On July 14, 2016, Conley re-signed with the Grizzlies. His reported five-year, $153 million deal was the greatest contract by total value in NBA history at that point in time. On November 16, 2016, he scored 30 points and hit a career-high-tying seven three-pointers in a 111–107 win over the Los Angeles Clippers. On November 29, he was ruled out for six to eight weeks with a fractured vertebrae. He returned to action on December 16 after missing nine games. In the Grizzlies' 96–92 loss to the Sacramento Kings, Conley passed Pau Gasol to become the all-time leading scorer in Grizzlies franchise history. On January 30, 2017, he scored 38 points in a 115–98 win over the Phoenix Suns. Conley matched his career best with seven three-pointers (in 10 attempts) and made 12 of 18 shots overall in his fourth 30-point game of the season—he previously had just five over his entire career. On February 15 against New Orleans, Conley passed Mike Miller for the most three-pointers in franchise history with 845. On March 29, he matched his career-high with seven three-pointers on his way to 36 points, helping the Grizzlies rout the Indiana Pacers 110–97.

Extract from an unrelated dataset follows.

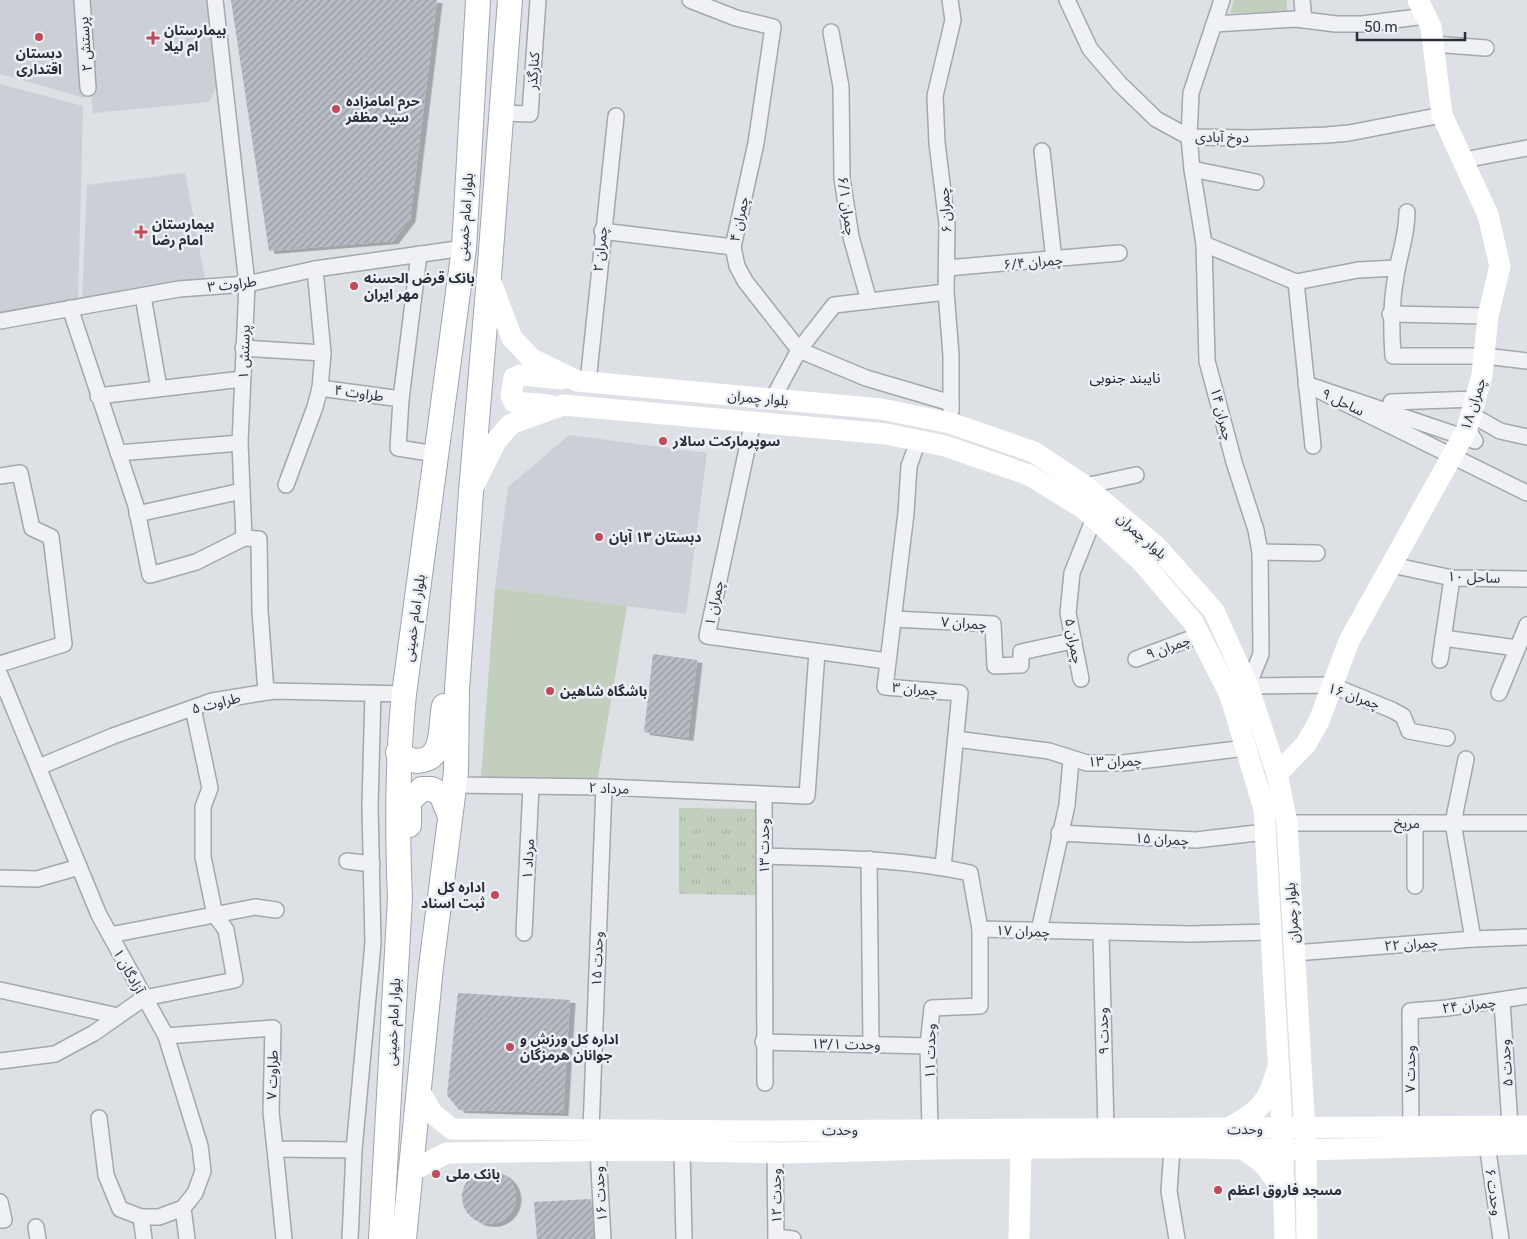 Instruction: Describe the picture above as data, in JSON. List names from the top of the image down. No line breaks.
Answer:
{"streets":{"main road":["بلوار امام خمینی","بلوار چمران","چمران ۱۸","وحدت"],"street":["پرستش ۲","کنارگذر","دوخ آبادی","چمران ۶/۱","چمران ۶","چمران ۴","چمران ۲","چمران ۶/۴","طراوت ۳","پرستش ۱","طراوت ۴","ساحل ۹","چمران ۱۴","ساحل ۱۰","چمران ۱","چمران ۷","چمران ۵","چمران ۹","چمران ۳","چمران ۱۶","طراوت ۵","چمران ۱۳","مرداد ۲","مریخ","چمران ۱۵","وحدت ۱۳","مرداد ۱","چمران ۱۷","چمران ۲۲","وحدت ۱۵","آزادگان ۱","چمران ۲۴","وحدت ۹","وحدت ۱۳/۱","وحدت ۱۱","وحدت ۵","وحدت ۷","طراوت ۷","وحدت ۶","وحدت ۱۶","وحدت ۱۲"]},"crossings":[["کنارگذر","بلوار امام خمینی"],["دوخ آبادی","چمران ۱۸"],["دوخ آبادی","چمران ۱۴"],["چمران ۶","چمران ۴"],["چمران ۶","چمران ۶/۴"],["چمران ۶","بلوار چمران"],["بلوار امام خمینی","طراوت ۳"],["بلوار امام خمینی","طراوت ۴"],["بلوار امام خمینی","بلوار چمران"],["بلوار امام خمینی","طراوت ۵"],["بلوار امام خمینی","مرداد ۲"],["بلوار امام خمینی","وحدت"],["چمران ۴","بلوار چمران"],["چمران ۲","بلوار چمران"],["طراوت ۳","پرستش ۱"],["طراوت ۳","طراوت ۴"],["بلوار چمران","چمران ۱۸"],["بلوار چمران","چمران ۱۴"],["بلوار چمران","چمران ۱"],["بلوار چمران","چمران ۵"],["بلوار چمران","چمران ۹"],["بلوار چمران","چمران ۳"],["بلوار چمران","چمران ۱۶"],["بلوار چمران","چمران ۱۳"],["بلوار چمران","مریخ"],["بلوار چمران","چمران ۱۵"],["بلوار چمران","چمران ۱۷"],["بلوار چمران","چمران ۲۲"],["بلوار چمران","وحدت"],["ساحل ۹","چمران ۱۸"],["چمران ۱۸","ساحل ۱۰"],["چمران ۱۸","چمران ۱۶"],["چمران ۱۴","چمران ۱۶"],["چمران ۱","چمران ۳"],["چمران ۷","چمران ۵"],["چمران ۷","چمران ۳"],["چمران ۳","چمران ۱۳"],["چمران ۳","چمران ۱۷"],["طراوت ۵","آزادگان ۱"],["مرداد ۲","وحدت ۱۳"],["مرداد ۲","مرداد ۱"],["مرداد ۲","وحدت ۱۵"],["وحدت ۱۳","چمران ۱۷"],["وحدت ۱۳","وحدت ۱۳/۱"],["چمران ۱۷","وحدت ۹"],["چمران ۱۷","وحدت ۱۱"],["وحدت ۱۵","وحدت"],["وحدت ۱۵","وحدت ۱۶"],["آزادگان ۱","طراوت ۷"],["چمران ۲۴","وحدت ۵"],["چمران ۲۴","وحدت ۷"],["وحدت ۹","وحدت"],["وحدت ۱۳/۱","وحدت ۱۱"],["وحدت ۱۱","وحدت"],["وحدت","وحدت ۱۶"],["وحدت","وحدت ۱۲"]],"districts":["نایبند جنوبی"],"places":{"other":["دبستان اقتداری","حرم امامزاده سید مظفر","بانک قرض الحسنه مهر ایران","سوپرمارکت سالار","دبستان ۱۳ آبان","باشگاه شاهین","اداره کل ثبت اسناد","اداره کل ورزش و جوانان هرمزگان","بانک ملی","مسجد فاروق اعظم"],"health":["بیمارستان ام لیلا","بیمارستان امام رضا"]},"scale_bar":"50 m"}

On April 22, 2017, Conley scored a franchise postseason record 35 points in a 110–108 overtime win over the San Antonio Spurs. The win tied the first-round series at 2–2.

Conley appeared in 12 of the Grizzlies' first 13 games of the 2017–18 season before suffering a left Achilles injury. On January 27, 2018, he was ruled out for the rest of the season after requiring surgery to smooth a small bone protrusion in his left heel.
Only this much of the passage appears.